**Instructions for the task:**
Each line of the records that holds "sans" should be shown in full.
== Segment start ==
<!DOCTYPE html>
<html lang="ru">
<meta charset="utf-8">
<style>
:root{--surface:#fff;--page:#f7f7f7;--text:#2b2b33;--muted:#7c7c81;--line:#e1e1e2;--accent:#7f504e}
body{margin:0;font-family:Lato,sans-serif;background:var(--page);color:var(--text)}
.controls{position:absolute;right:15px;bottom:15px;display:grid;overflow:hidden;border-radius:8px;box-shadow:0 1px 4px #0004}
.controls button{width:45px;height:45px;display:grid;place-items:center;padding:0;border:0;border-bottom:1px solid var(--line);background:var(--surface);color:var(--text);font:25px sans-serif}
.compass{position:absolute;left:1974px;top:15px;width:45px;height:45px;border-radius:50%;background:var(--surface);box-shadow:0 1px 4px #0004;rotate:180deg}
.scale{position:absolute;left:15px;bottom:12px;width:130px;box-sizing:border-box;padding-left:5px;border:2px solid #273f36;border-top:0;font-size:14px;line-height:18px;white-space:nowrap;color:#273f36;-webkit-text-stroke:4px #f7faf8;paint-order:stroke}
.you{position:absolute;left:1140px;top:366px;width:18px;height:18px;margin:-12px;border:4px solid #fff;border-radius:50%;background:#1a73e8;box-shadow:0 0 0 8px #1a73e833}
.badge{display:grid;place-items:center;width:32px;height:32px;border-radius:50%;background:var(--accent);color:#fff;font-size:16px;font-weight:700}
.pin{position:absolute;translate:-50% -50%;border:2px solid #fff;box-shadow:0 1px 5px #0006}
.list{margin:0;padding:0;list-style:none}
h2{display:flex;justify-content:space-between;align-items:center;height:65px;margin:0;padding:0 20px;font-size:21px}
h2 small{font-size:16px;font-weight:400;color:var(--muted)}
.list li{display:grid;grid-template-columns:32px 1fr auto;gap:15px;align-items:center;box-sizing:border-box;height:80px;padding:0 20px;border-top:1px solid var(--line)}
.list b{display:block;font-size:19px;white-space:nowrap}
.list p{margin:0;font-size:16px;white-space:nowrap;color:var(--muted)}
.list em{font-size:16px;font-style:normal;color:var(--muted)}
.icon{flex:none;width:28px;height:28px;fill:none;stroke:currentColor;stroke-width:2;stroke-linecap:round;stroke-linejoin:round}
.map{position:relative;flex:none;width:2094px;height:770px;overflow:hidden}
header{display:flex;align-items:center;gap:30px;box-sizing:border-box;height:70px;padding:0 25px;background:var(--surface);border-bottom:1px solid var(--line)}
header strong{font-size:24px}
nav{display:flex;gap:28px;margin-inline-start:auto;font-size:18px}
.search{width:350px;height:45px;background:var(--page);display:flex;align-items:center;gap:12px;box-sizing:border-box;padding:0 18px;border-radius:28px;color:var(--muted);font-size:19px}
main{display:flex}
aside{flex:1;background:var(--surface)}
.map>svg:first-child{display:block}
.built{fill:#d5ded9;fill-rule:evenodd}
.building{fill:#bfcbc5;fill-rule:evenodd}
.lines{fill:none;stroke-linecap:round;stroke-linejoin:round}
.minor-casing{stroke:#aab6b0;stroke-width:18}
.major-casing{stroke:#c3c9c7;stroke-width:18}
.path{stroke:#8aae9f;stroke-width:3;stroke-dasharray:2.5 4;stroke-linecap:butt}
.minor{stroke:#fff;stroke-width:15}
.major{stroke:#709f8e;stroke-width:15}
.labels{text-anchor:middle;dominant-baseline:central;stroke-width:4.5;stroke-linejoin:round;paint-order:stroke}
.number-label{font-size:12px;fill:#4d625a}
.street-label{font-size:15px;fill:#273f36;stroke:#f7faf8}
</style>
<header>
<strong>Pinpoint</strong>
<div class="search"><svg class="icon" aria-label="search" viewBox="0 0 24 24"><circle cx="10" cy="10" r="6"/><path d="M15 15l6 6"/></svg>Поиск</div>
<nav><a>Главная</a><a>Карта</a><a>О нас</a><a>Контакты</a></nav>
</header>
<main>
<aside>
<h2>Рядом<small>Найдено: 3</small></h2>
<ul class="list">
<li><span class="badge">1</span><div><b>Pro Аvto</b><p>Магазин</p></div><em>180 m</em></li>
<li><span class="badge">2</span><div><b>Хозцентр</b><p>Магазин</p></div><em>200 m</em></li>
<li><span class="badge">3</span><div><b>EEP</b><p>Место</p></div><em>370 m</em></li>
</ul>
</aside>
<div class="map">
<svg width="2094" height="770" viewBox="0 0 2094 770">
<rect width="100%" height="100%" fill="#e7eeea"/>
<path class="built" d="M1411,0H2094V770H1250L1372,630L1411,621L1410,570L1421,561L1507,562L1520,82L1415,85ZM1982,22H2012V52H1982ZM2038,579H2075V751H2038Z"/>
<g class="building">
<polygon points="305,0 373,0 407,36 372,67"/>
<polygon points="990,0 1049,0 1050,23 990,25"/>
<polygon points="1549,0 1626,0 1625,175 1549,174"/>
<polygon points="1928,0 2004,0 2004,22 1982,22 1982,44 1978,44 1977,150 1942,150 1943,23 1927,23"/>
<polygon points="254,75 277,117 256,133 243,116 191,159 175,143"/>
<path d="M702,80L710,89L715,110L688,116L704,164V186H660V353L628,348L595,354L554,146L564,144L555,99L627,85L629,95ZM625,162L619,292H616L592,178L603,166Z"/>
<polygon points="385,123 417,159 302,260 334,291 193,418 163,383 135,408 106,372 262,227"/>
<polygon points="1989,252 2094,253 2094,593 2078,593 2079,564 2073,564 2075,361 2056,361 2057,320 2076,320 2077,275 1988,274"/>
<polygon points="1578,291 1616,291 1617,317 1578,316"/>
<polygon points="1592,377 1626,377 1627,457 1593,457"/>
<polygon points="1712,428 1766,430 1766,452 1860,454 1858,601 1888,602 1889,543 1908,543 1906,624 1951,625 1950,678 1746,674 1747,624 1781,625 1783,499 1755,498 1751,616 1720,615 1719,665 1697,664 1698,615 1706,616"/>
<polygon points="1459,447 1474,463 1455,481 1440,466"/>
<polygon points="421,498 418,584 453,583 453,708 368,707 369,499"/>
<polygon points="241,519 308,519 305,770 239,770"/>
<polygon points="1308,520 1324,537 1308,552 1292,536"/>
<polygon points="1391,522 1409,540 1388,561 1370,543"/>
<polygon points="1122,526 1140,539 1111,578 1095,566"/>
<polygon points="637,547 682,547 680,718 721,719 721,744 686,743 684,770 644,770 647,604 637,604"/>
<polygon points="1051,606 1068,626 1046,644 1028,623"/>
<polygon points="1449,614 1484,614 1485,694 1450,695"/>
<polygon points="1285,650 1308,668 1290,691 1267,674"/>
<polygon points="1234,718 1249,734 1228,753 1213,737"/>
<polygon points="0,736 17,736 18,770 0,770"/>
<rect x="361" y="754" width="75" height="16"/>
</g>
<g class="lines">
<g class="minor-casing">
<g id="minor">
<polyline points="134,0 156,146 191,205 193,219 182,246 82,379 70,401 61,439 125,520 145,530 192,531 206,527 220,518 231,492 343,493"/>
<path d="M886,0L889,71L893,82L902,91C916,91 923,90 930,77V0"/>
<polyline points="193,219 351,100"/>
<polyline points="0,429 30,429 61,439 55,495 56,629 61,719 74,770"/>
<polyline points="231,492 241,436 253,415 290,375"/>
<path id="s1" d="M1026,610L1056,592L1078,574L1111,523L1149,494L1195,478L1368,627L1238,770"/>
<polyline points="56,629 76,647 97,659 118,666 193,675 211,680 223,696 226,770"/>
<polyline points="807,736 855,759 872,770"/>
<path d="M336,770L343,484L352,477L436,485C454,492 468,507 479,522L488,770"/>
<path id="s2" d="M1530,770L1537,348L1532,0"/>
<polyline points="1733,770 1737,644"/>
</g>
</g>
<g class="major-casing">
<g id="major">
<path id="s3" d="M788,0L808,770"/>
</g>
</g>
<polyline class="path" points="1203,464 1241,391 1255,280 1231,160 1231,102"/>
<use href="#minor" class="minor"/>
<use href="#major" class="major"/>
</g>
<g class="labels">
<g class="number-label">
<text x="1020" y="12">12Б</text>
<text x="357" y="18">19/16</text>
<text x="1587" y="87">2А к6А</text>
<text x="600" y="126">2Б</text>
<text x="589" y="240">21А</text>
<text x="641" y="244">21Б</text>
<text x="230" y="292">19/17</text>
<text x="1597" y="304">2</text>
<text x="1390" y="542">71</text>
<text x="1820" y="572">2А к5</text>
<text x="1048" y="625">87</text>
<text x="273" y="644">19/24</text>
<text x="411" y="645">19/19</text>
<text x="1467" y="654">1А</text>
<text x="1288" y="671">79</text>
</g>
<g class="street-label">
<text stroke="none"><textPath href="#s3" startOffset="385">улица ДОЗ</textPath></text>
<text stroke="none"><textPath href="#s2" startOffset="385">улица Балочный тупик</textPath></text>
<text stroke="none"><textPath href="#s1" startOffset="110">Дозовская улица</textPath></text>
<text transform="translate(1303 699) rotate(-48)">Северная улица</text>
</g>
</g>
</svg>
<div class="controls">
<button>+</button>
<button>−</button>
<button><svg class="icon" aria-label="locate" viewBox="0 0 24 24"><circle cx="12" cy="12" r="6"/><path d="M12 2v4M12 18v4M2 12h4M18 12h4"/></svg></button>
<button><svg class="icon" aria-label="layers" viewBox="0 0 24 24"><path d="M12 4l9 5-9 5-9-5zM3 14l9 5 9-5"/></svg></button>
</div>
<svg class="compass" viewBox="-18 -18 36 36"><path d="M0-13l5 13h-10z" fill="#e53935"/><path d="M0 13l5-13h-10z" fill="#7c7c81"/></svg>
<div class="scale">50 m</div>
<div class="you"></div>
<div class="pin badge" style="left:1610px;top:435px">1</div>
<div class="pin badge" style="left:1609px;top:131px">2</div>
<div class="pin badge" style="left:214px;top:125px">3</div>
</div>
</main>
== Segment end ==
**Task response:**
body{margin:0;font-family:Lato,sans-serif;background:var(--page);color:var(--text)}
.controls button{width:45px;height:45px;display:grid;place-items:center;padding:0;border:0;border-bottom:1px solid var(--line);background:var(--surface);color:var(--text);font:25px sans-serif}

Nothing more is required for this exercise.